[Supplied records]

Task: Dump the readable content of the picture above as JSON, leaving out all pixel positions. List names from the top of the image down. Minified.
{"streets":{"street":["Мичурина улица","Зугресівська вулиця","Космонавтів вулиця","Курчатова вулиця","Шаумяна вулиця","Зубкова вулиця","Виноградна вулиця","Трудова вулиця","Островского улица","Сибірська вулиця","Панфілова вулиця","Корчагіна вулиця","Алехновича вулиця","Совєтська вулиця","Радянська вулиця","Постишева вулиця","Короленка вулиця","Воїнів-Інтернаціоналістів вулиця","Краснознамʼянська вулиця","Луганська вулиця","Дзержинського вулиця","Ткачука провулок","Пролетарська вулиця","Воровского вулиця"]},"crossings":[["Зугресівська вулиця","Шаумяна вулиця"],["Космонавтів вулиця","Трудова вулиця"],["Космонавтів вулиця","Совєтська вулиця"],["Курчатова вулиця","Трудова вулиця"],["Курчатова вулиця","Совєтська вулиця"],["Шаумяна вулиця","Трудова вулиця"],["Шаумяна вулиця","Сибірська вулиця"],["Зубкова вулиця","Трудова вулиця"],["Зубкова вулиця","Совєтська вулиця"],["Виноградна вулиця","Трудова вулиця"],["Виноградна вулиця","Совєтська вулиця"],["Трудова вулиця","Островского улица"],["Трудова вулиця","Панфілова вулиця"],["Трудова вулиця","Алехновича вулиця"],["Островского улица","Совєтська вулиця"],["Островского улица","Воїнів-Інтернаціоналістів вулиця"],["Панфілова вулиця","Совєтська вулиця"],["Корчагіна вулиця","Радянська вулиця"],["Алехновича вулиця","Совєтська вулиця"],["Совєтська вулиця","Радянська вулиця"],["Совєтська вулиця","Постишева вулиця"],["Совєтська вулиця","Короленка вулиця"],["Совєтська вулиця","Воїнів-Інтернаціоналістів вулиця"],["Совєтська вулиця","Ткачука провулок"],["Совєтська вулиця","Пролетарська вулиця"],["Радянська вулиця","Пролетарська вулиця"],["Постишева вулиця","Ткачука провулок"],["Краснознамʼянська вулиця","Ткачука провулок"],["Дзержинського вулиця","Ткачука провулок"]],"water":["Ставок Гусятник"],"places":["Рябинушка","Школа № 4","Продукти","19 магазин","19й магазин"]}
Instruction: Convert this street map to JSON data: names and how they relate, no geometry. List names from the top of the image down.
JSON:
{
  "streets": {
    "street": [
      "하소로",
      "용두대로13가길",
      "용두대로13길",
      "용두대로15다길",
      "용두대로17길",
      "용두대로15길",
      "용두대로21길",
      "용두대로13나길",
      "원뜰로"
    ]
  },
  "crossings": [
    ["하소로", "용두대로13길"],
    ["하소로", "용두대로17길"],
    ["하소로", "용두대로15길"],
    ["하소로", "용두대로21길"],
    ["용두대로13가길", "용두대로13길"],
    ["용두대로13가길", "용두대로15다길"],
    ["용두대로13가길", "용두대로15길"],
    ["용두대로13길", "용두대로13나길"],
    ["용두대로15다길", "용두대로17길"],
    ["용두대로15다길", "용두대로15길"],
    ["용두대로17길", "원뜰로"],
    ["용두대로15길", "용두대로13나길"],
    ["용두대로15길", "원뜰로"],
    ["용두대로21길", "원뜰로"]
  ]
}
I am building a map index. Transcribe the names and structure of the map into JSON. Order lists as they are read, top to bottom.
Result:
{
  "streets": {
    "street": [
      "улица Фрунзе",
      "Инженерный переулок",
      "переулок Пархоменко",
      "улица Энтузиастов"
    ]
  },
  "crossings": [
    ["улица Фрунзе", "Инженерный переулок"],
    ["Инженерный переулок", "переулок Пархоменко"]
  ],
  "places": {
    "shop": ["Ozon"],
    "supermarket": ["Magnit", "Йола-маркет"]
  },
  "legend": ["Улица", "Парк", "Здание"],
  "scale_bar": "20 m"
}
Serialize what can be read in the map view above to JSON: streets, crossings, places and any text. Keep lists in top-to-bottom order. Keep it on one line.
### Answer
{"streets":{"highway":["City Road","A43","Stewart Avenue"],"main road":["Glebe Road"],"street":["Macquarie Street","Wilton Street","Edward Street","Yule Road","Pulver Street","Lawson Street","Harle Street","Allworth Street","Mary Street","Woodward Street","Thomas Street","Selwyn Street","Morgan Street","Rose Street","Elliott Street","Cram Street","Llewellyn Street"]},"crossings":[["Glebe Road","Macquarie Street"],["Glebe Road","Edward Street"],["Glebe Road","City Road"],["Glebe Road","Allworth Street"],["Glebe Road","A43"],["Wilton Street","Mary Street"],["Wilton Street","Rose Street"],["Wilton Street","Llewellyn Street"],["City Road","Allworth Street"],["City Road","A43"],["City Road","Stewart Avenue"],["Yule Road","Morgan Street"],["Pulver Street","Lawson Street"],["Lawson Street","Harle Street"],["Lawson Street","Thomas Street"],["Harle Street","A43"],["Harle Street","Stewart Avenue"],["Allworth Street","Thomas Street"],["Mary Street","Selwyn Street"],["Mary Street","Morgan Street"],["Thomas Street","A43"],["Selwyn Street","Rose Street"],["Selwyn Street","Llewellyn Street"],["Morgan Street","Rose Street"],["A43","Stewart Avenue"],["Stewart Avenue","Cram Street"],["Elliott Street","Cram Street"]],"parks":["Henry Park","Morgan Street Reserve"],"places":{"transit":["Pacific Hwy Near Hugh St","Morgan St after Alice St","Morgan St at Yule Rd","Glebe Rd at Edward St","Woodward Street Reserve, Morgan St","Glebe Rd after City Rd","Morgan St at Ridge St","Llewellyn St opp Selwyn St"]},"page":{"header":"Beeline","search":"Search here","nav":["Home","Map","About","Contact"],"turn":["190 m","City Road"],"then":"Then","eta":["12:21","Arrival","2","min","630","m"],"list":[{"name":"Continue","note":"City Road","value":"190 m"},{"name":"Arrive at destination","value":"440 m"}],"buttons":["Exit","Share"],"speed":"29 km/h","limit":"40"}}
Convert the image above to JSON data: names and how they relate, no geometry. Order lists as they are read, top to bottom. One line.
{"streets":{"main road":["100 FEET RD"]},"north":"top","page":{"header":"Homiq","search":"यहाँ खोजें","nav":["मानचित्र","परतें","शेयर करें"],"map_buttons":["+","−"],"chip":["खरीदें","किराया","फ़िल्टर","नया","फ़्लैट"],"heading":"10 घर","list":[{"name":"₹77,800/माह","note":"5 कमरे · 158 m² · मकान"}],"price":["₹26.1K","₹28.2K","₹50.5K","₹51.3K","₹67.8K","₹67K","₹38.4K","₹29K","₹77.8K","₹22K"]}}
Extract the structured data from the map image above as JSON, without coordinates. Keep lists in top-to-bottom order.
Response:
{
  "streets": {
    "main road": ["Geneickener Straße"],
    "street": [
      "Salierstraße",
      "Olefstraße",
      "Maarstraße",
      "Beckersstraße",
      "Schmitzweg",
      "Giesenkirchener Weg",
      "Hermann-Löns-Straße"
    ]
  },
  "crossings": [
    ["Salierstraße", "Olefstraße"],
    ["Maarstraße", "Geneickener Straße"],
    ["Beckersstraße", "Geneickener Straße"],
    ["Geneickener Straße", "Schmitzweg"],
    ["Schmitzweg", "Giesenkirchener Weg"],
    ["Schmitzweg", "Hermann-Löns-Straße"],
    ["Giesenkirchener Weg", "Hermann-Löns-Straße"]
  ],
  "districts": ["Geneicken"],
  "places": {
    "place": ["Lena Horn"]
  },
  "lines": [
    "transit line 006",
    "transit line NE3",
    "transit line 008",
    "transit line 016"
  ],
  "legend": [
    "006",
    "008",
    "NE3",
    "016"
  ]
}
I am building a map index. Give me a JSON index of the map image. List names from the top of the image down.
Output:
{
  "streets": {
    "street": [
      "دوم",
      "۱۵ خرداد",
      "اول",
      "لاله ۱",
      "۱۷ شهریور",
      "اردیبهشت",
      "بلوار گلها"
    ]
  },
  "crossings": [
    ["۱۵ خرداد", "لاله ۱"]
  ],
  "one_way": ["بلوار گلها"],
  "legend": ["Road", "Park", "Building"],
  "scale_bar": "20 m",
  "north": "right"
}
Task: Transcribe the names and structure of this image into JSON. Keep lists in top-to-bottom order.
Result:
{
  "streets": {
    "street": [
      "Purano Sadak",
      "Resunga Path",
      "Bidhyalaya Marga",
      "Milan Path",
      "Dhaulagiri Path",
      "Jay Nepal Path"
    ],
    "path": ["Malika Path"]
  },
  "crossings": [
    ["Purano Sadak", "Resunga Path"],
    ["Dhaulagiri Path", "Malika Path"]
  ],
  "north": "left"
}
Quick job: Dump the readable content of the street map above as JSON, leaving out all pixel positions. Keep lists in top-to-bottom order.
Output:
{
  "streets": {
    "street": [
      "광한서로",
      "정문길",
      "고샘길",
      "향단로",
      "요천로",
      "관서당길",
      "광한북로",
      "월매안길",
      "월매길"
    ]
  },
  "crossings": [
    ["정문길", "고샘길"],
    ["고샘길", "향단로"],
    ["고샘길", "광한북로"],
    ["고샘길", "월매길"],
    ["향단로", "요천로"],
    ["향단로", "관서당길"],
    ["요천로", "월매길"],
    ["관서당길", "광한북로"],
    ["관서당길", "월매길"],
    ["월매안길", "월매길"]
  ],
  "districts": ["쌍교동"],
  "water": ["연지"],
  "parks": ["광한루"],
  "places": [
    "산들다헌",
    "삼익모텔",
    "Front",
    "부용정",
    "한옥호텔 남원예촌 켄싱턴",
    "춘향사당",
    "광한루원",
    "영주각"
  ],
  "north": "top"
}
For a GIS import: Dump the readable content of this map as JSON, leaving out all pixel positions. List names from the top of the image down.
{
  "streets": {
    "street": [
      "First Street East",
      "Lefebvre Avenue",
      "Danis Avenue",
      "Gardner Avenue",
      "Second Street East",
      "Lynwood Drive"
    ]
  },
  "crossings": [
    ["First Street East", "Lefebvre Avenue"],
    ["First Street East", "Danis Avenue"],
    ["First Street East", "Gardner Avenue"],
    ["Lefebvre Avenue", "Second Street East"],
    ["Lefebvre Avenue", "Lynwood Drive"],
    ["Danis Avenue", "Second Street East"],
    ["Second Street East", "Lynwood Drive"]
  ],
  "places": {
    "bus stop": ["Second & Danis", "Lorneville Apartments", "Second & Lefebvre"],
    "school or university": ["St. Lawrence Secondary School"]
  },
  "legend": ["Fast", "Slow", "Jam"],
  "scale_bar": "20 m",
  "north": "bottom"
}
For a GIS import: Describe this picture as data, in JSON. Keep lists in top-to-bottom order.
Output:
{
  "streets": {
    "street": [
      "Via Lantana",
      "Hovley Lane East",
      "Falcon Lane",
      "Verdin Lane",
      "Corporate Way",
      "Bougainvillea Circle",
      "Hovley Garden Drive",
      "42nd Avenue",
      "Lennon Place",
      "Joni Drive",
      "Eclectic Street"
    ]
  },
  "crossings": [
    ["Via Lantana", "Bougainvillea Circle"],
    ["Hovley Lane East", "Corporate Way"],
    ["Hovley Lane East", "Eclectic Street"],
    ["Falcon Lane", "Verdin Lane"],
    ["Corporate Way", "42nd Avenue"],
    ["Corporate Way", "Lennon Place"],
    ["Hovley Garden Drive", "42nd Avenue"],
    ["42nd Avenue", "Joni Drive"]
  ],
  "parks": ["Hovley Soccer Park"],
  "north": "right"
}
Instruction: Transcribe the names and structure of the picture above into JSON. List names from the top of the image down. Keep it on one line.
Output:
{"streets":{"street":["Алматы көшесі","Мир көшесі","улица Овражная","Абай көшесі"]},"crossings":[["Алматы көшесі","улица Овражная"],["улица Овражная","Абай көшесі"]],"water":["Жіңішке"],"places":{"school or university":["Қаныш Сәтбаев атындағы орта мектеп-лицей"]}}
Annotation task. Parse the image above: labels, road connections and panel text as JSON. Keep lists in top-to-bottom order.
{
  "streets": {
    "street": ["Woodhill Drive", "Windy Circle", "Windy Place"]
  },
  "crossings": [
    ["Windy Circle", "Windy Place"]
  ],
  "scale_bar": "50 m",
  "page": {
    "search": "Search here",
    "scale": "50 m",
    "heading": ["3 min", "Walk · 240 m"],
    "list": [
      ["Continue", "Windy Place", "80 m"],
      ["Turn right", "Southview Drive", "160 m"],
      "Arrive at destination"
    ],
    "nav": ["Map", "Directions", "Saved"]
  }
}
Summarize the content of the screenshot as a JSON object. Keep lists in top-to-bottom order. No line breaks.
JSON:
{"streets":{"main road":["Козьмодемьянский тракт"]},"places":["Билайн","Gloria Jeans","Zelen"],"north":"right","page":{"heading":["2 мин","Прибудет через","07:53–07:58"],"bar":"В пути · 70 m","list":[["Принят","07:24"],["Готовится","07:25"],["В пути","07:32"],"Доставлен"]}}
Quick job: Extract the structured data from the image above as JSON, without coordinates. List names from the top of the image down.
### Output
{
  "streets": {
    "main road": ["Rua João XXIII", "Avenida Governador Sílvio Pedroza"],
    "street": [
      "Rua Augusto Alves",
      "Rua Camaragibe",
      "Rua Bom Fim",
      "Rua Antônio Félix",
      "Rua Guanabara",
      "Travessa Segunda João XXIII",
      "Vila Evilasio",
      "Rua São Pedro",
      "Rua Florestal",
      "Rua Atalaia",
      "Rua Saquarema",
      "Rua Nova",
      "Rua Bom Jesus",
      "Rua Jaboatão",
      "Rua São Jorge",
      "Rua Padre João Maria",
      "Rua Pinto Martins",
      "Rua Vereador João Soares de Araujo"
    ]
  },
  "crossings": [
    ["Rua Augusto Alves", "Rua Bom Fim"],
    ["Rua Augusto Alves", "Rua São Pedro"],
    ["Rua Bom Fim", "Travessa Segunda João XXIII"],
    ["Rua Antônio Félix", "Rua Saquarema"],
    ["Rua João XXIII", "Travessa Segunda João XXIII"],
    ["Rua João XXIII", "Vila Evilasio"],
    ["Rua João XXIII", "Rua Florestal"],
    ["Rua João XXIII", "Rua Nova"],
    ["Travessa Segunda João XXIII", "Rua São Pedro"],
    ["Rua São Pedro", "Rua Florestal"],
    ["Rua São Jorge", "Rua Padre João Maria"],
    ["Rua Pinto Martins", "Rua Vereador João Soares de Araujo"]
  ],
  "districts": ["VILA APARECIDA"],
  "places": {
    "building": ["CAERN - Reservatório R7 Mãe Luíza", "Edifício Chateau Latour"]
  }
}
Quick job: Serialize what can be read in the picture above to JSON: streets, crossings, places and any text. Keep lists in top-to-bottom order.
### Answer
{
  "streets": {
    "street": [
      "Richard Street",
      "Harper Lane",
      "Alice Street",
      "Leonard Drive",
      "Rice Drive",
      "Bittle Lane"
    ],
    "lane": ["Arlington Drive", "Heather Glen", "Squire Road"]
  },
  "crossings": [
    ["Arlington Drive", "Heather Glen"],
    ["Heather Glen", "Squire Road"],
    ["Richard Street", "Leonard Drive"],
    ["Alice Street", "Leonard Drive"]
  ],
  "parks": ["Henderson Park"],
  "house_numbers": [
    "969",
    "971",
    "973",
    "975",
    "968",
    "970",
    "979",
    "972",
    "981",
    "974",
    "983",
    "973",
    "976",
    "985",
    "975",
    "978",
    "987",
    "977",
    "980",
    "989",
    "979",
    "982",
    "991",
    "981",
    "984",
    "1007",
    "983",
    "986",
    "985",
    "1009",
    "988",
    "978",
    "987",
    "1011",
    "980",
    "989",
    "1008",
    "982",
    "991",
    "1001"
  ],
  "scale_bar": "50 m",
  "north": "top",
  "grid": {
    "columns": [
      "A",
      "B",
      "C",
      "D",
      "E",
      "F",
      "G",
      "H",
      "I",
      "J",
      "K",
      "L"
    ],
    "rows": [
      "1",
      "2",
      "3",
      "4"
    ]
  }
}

[/Supplied records]

- [Requirement] Determine how many lines above contain "coordinates" and respond with that number only.

- [Solution to the exercise] 2